Per un’azienda che non ha un reparto IT, il SOC ha senso solo come servizio: mantenere internamente una sorveglianza continua richiede persone e turni che non stanno in piedi sotto una certa dimensione. Il punto non è possederlo, è che qualcuno guardi.
Che cosa significa averlo, per una PMI
Un centro di sorveglianza è la risposta alla domanda «chi guarda gli avvisi quando in azienda non c’è nessuno». Gli strumenti di protezione producono segnalazioni ventiquattro ore su ventiquattro; gli attacchi si manifestano quasi sempre di notte o nei fine settimana, proprio perché è quando la risposta è più lenta.
Per un’impresa media averlo internamente non è realistico: significherebbe personale su turni. La forma praticabile è il servizio esterno, e la domanda da fare a chi lo propone è una sola e molto concreta: **oltre a segnalare, intervenite?** Molti contratti prevedono l’avviso e non l’azione, e la differenza fra le due cose si misura in ore di danno.
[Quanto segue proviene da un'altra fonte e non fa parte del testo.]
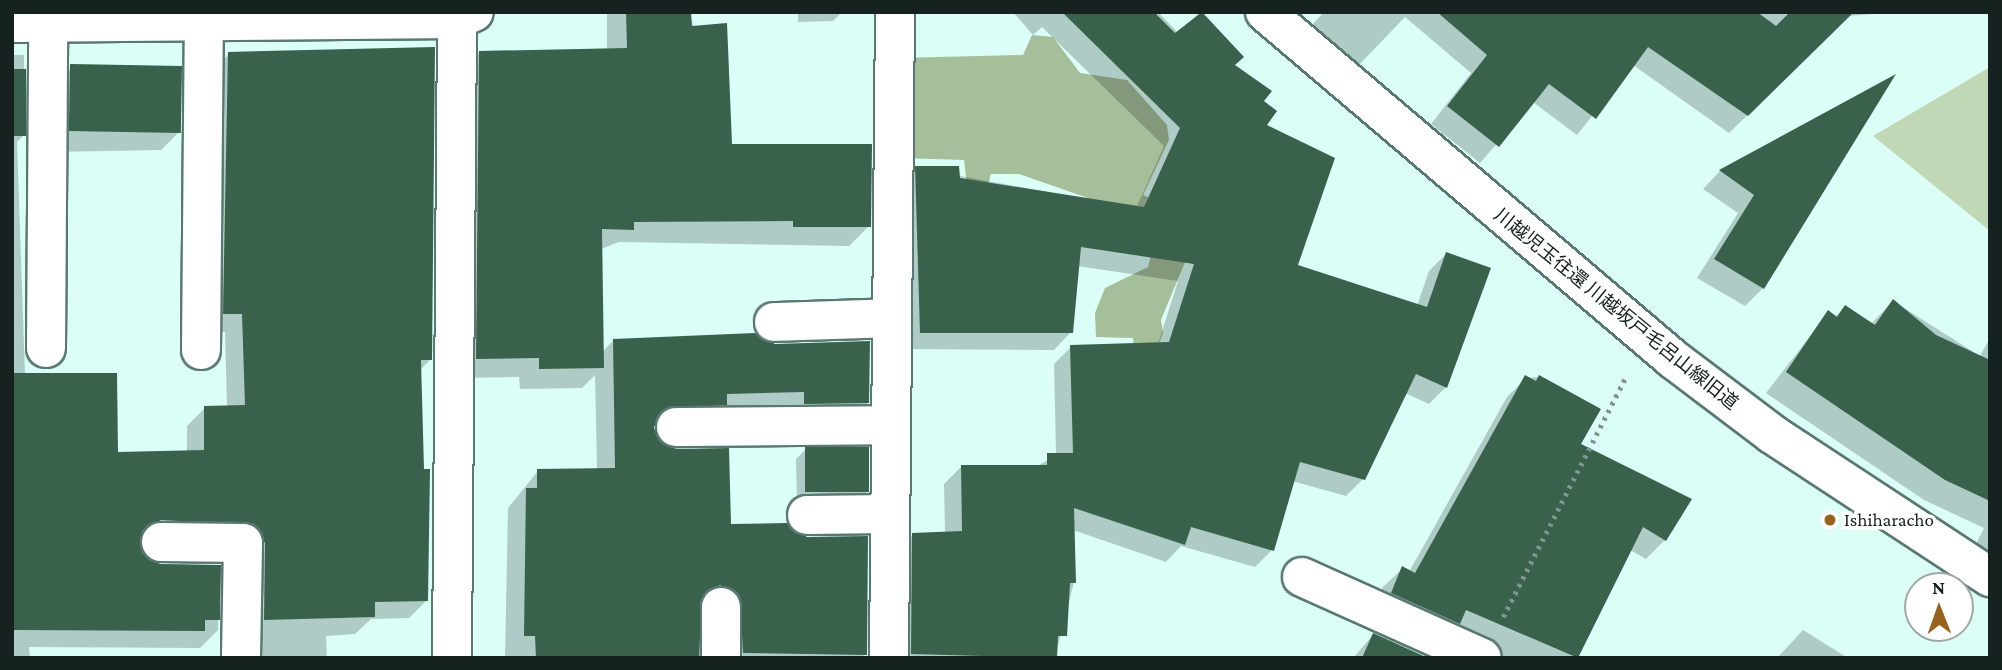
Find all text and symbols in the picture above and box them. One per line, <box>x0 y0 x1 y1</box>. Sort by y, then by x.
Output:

Perché conta per un’azienda
Gli attacchi più costosi si sviluppano in giorni. Fra il primo accesso e la cifratura passa quasi sempre abbastanza tempo perché qualcuno se ne accorga — se c’è qualcuno che guarda.
L’errore che vediamo più spesso
Diffidate dell’offerta di un SOC senza una risposta chiara su chi interviene quando arriva l’allarme e in quanto tempo. La sorveglianza senza intervento è un registro di ciò che è andato storto.